Letter to the Editor: Alexandria Residents Opt to Defend BZA Victory
Alexandrian Michael Peck, who is suing the city over its waterfront plan, explains his opinion on recent legal movement on the issue.
To the Editor:
On Aug. 9, Alexandria residents Michael Peck and Elizabeth Baldwin decided to "nonsuit" or discontinue their suit against the City of Alexandria alleging that adoption of the Waterfront Small Area Plan constituted spot zoning and an arbitrary and capricious act in favor of a separate proceeding in which they were successful.
After filing their suit, they and other Alexandria citizens secured a ruling before the Alexandria Board of Zoning Appeals that nullifies the City Council’s vote, effectively making their suit redundant. Mr. Peck and Ms. Baldwin are now joining other residents to oppose the City’s latest effort to have a court overturn the BZA’s reasoned findings.”
Mr. Peck, Ms. Baldwin and other residents filed a formal protest before the City Council voted to make changes to the Alexandria waterfront that will permit extensive commercial development and detract from its historical character. This protest prohibited the City Council from adopting such sweeping changes without a “super majority” vote of at least 75 percent of the Council members. The City Council failed to obtain the required votes but nevertheless proclaimed that it had adopted the Waterfront Small Area Plan.
After filing their suit, Mr. Peck and Ms. Baldwin joined with many other residents to appeal to the BZA, which concluded that the City had improperly rejected their protest.
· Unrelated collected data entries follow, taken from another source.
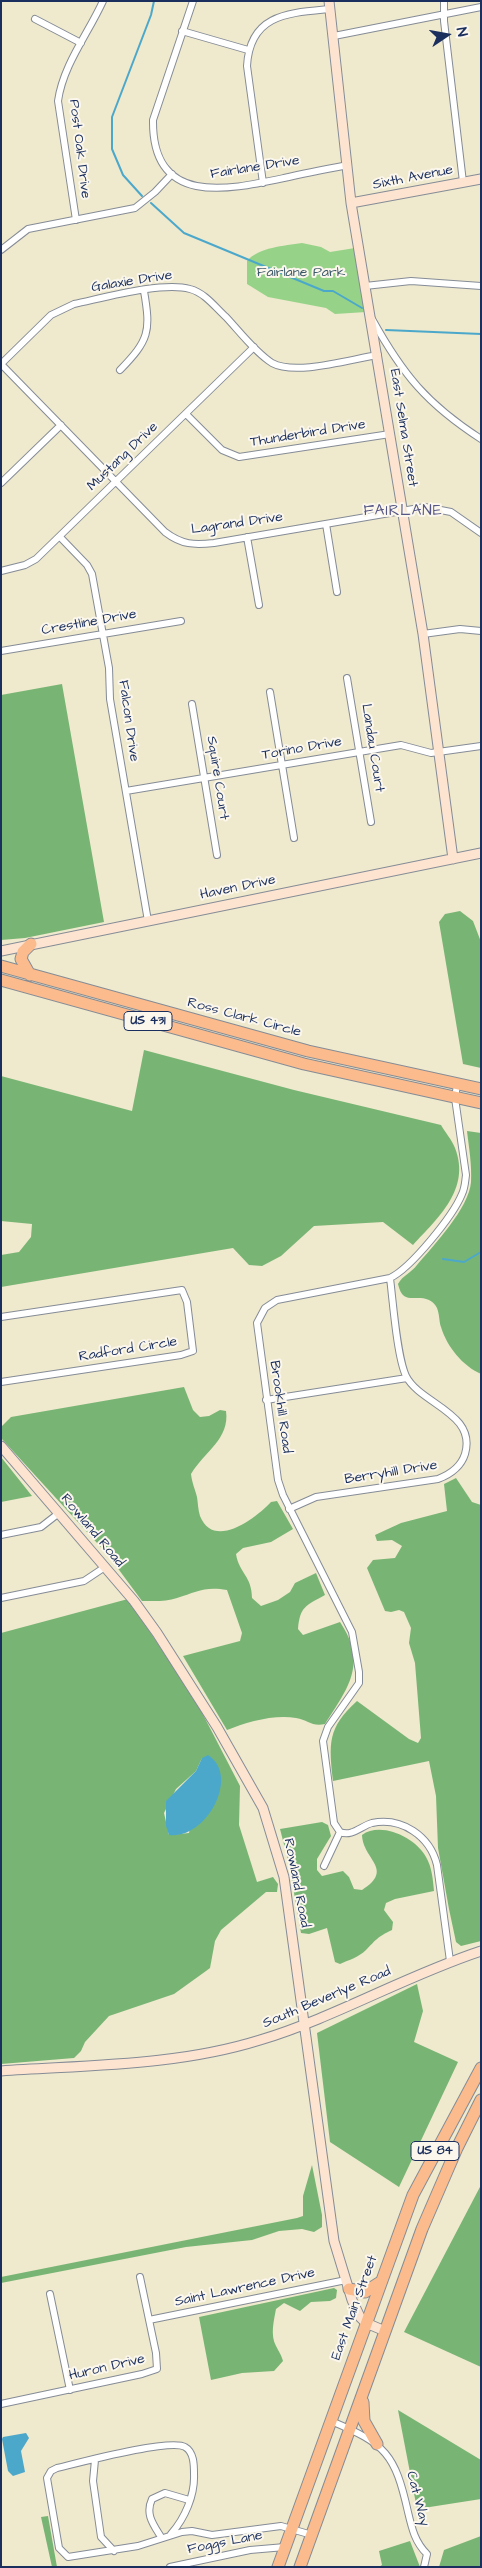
<!DOCTYPE html>
<html>
<head>
<meta charset="utf-8">
<style>
	body { margin:0 }
	#map { position:relative; width:482px; height:2568px; overflow:hidden; background:#efe9cd; font-family:"Architects Daughter",sans-serif }
	canvas { display:block }
	.frame { position:absolute; inset:0; border:2px solid #1b2f5e; pointer-events:none }
	.north { position:absolute; left:422px; top:10px; width:50px; height:50px; -webkit-text-stroke:4px #fbf7ec; paint-order:stroke; rotate:78deg; font-size:14px; font-weight:700; line-height:20px; text-align:center; color:#1b2f5e }
	.north::after { content:''; display:block; margin:auto; width:18px; height:22px; background:#1b2f5e; clip-path:polygon(50% 0,100% 100%,50% 72%,0 100%) }
</style>
</head>
<body>
<div id="map">
<canvas width="482" height="2568"></canvas>
<div class="frame"></div>
<div class="north">N</div>
</div>
<script>
const c = document.querySelector('canvas').getContext('2d');
c.lineJoin = 'round';
function fillPath(path, color) { c.fillStyle = color; c.fill(path, 'evenodd'); }
function stroke(path, color, width, dash) { c.strokeStyle = color; c.lineWidth = width; c.lineCap = dash ? 'butt' : 'round'; c.setLineDash(dash || []); c.stroke(path); }
function write(font, color, halo, rows, align = 'center') {
  c.font = font + ' "Architects Daughter",sans-serif'; c.lineWidth = 4; c.setLineDash([]); c.textBaseline = 'middle'; c.strokeStyle = halo; c.fillStyle = color; for (const [text, x, y, turn = 0] of rows) {
    c.save(); c.translate(x, y); c.rotate((+turn || 0) * Math.PI / 180); c.textAlign = isNaN(turn) ? turn : align; if (halo) c.strokeText(text, 0, 0); c.fillText(text, 0, 0); c.restore();
  }
}
fillPath(new Path2D(`
	M302,243L321,247L330,252L355,248L366,312L335,314L326,308L268,297L247,284V261C259,247 284,246 302,243Z`), '#96d388');
fillPath(new Path2D(`
	M62,684L104,922L25,938L1,940V695Z
	M460,911L473,921L481,942V1068L463,1064L439,922L445,914Z
	M144,1050L294,1090L441,1125C445,1132 452,1140 455,1148C471,1189 438,1218 413,1245L383,1222L314,1226L281,1256L262,1266L249,1265L233,1248L1,1287V1255L19,1252L31,1237L32,1224L1,1221V1076L132,1111Z
	M467,1131L481,1133V1374C463,1366 447,1347 441,1327C438,1318 441,1306 429,1300C415,1294 403,1306 398,1284C403,1275 411,1273 417,1265C434,1245 469,1208 471,1182C472,1165 469,1148 467,1131Z
	M184,1387L193,1410L200,1417L209,1416L220,1410L226,1411C230,1439 204,1452 191,1474C192,1483 195,1489 197,1497C198,1503 198,1510 200,1516C214,1551 257,1517 271,1502L277,1501L293,1529L271,1542L243,1548L236,1554C239,1573 252,1576 252,1598L261,1606L278,1600L290,1592L295,1583L316,1573L325,1595C305,1606 300,1607 298,1629L303,1635L340,1622C368,1664 348,1688 325,1724C312,1727 308,1720 296,1718C275,1714 246,1722 227,1730L183,1656L240,1641L242,1633L227,1590C205,1586 196,1592 177,1598C166,1602 154,1601 142,1601L108,1555L1,1438V1427L11,1417Z
	M1,1457L32,1496L1,1502Z
	M456,1478L472,1502L481,1505V1941L461,1946L456,1942L449,1909L438,1848L436,1796L429,1761L333,1781C329,1744 327,1728 357,1701L409,1739L418,1743L421,1738L415,1663L409,1643L411,1628L404,1612L399,1610L391,1612L385,1611L367,1568L373,1560L395,1558L402,1546L392,1540L377,1541L375,1535L401,1523L447,1511L444,1484Z
	M128,1599L196,1701L240,1786L239,1825L257,1882L273,1877L278,1884L277,1892H266L221,1930L215,1941L210,1968L206,1971L174,1994L109,2016L85,2042L81,2051L74,2058L1,2064V1633ZM202,1758L189,1833L169,1835L164,1813L176,1789L196,1771Z
	M322,1822L328,1825L331,1836L317,1859V1870L322,1876L343,1871L349,1877L354,1889L362,1890C395,1869 363,1860 362,1835C381,1821 416,1838 426,1857C432,1867 433,1880 434,1891L395,1899L386,1903L384,1910L393,1922L392,1930C377,1937 376,1940 366,1950C359,1957 349,1960 340,1964L335,1962L327,1928L309,1934L301,1933L289,1864L280,1829Z
	M417,1984L423,2011L414,2042L458,2062L399,2187L330,2142L317,2033Z
	M312,2165L322,2215V2227L314,2232L302,2229L279,2231L252,2240L186,2247L1,2283V2277L297,2218L303,2216V2196Z
	M481,2185V2367L404,2332Z
	M334,2288L337,2290L336,2298L330,2301L311,2302L300,2311L284,2303L276,2309C274,2320 270,2335 276,2346C279,2352 281,2354 283,2361L274,2371L242,2373L211,2380L199,2317Z
	M398,2410L481,2460V2499L417,2509Z
	M48,2516L57,2567H52L41,2517Z
	M481,2536V2567H439L444,2550Z
	M410,2541L420,2567H379L382,2565L379,2551Z`), '#78b574');
fillPath(new Path2D(`
	M208,1755C241,1776 206,1840 169,1835L166,1826V1801L196,1771L202,1758Z
	M26,2433L29,2438L21,2451L25,2472L13,2476L8,2471L2,2439L3,2437Z`), '#4ca8cb');
stroke(new Path2D(`
	M142,196L123,175L112,149V117L151,15L154,1
	M151,203L184,233L324,291H333L362,308
	M386,330L481,334
	M443,1259L464,1262L481,1252`), '#4ca8cb', 2);
const street = new Path2D(`
	M193,1L153,120C152,207 228,190 284,178C306,173 327,169 348,165
	M444,1V21L463,182
	M35,19L81,43
	M182,31L248,50
	M334,36L481,7
	M263,183L247,66C250,14 288,13 330,9
	M76,220L58,101C63,65 88,34 103,1
	M1,250L28,229L135,208L155,192L172,174
	M365,286L411,281L481,286
	M372,319C403,375 427,404 481,439
	M1,364L165,532C182,545 194,545 214,543L425,507L451,512L481,533
	M1,364L51,315L74,304C103,298 163,281 190,289C205,293 215,307 226,317C240,332 255,352 272,363C296,376 351,359 378,355
	M120,370C149,340 151,332 144,291
	M186,414L222,450L239,457L390,434
	M1,483L61,425
	M326,524L337,592
	M60,537L87,565L92,574L109,668L110,699L148,921
	M247,537L259,605
	M1,571L25,565L36,559L254,347
	M423,634L460,629L481,631
	M1,651L181,621
	M347,678L371,822
	M270,692L294,838
	M192,704L217,855
	M126,791L401,745L431,753L481,746
	M1,1317L182,1290L187,1302L193,1351L181,1355L1,1382
	M266,1400L407,1378
	M289,1509L316,1497L438,1479C451,1474 461,1467 465,1454C477,1413 420,1404 406,1376C397,1357 393,1302 390,1278
	M1,1535L41,1527L59,1513
	M1,1598L84,1581L105,1567
	M340,1832L334,1823L323,1741L328,1727L359,1683V1672L352,1632L283,1495L278,1480L257,1323L265,1308L277,1300L390,1278C411,1268 453,1216 462,1194C465,1188 465,1182 466,1175L455,1098L457,1085
	M340,1832C352,1837 361,1826 372,1823C402,1817 430,1836 437,1865L450,1961
	M324,1866L340,1832
	M50,2294L70,2390
	M149,2320L346,2280
	M1,2404L142,2374L157,2369L156,2353L140,2277
	M331,2421C386,2444 395,2454 408,2512C412,2529 415,2542 427,2554L424,2567
	M95,2460L93,2481L101,2537L114,2551
	M171,2534C185,2518 195,2495 194,2474C194,2465 194,2452 185,2447C171,2438 78,2463 57,2468L51,2471L47,2478L59,2548L68,2557L138,2546L182,2532L192,2531L212,2535L281,2526L312,2535
	M161,2537C153,2524 145,2514 152,2499L165,2493L189,2500
	M170,2567L250,2550L285,2547`);
const secondary = new Path2D(`
	M329,1L351,203L423,634L453,859
	M351,203L481,179
	M1,951L481,853
	M1,1446L134,1601L157,1633L217,1727L263,1808L284,1877L334,2241L352,2300L360,2317L366,2323L385,2331
	M1,2071C87,2065 177,2066 260,2040C336,2017 405,1976 481,1951`);
const highway = new Path2D(`
	M1,966L308,1051L481,1089
	M30,975L21,959L23,952L31,944
	M1,980L304,1064L481,1103
	M349,2289L365,2292L379,2283
	M363,2402L364,2421L377,2444
	M278,2567L413,2195L481,2068
	M300,2567L422,2229L457,2148L481,2100`);
stroke(street, '#858c96', 8);
stroke(secondary, '#858c96', 11);
stroke(highway, '#858c96', 13);
stroke(street, '#fff', 6);
stroke(secondary, '#fde4d1', 9);
stroke(highway, '#fbbb8c', 11);
for (const [x, y, w] of [
	[148,1021,48],
	[435,2151,48]
]) { const box = new Path2D(); box.roundRect(x - w / 2, y - 9.5, w, 19, 4); c.fillStyle = '#fbf7ec'; c.fill(box); stroke(box, '#1b2f5e', 1); }
write('bold 12px', '#1b2f5e', null, [
	["US 431",148,1021],
	["US 84",435,2151]
]);
write('14px', '#1b2f5e', '#fbf7ec', [
	["Post Oak Drive",79,149,83],
	["Fairlane Drive",255,168,-9],
	["Sixth Avenue",413,178,-11],
	["Galaxie Drive",132,282,-9],
	["East Selma Street",403,428,81],
	["Thunderbird Drive",308,434,-9],
	["Mustang Drive",123,457,-44],
	["Lagrand Drive",237,524,-8],
	["Crestline Drive",89,623,-10],
	["Falcon Drive",128,721,82],
	["Landau Court",372,748,81],
	["Torino Drive",302,749,-10],
	["Squire Court",217,778,81],
	["Haven Drive",238,888,-12],
	["Ross Clark Circle",244,1018,15],
	["Radford Circle",128,1350,-9],
	["Brookhill Road",280,1407,82],
	["Berryhill Drive",391,1473,-9],
	["Rowland Road",92,1531,50],
	["Rowland Road",296,1883,79],
	["South Beverlye Road",327,1998,-23],
	["Saint Lawrence Drive",245,2288,-12],
	["East Main Street",355,2308,-70],
	["Huron Drive",107,2368,-13],
	["Cat Way",417,2499,75],
	["Foggs Lane",225,2543,-11]
]);
write('14px', '#3a5868', '#fbf7ec', [
	["Fairlane Park",301,273]
]);
c.letterSpacing = '1px';
write('15px', '#565686', '#fbf7ec', [
	["FAIRLANE",403,512]
]);
c.letterSpacing = '0px';
</script>
</body>
</html>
This decision confirmed that the City Council disregarded the law when it voted to redevelop the waterfront.
Rather than listen to its citizens and its BZA, the City is proceeding with its failed vote and has filed a suit to invalidate the BZA’s ruling. Mr. Peck and Ms. Baldwin have submitted their objections to the City’s suit, and further proceedings were scheduled on Monday, Aug. 13. Later that week, on Friday, Aug. 17, Judge Kemler denied the residents' request for nonsuit, a decision with which they respectfully disagree, and dismissed the action they had filed and previously opted not to pursue.
Mr. Peck and Ms. Baldwin are optimistic that the court will reject the City’s last-ditch effort to force changes to the waterfront that will promote private business interests at the expense of the community, which would render any further pursuit of their independent action unnecessary.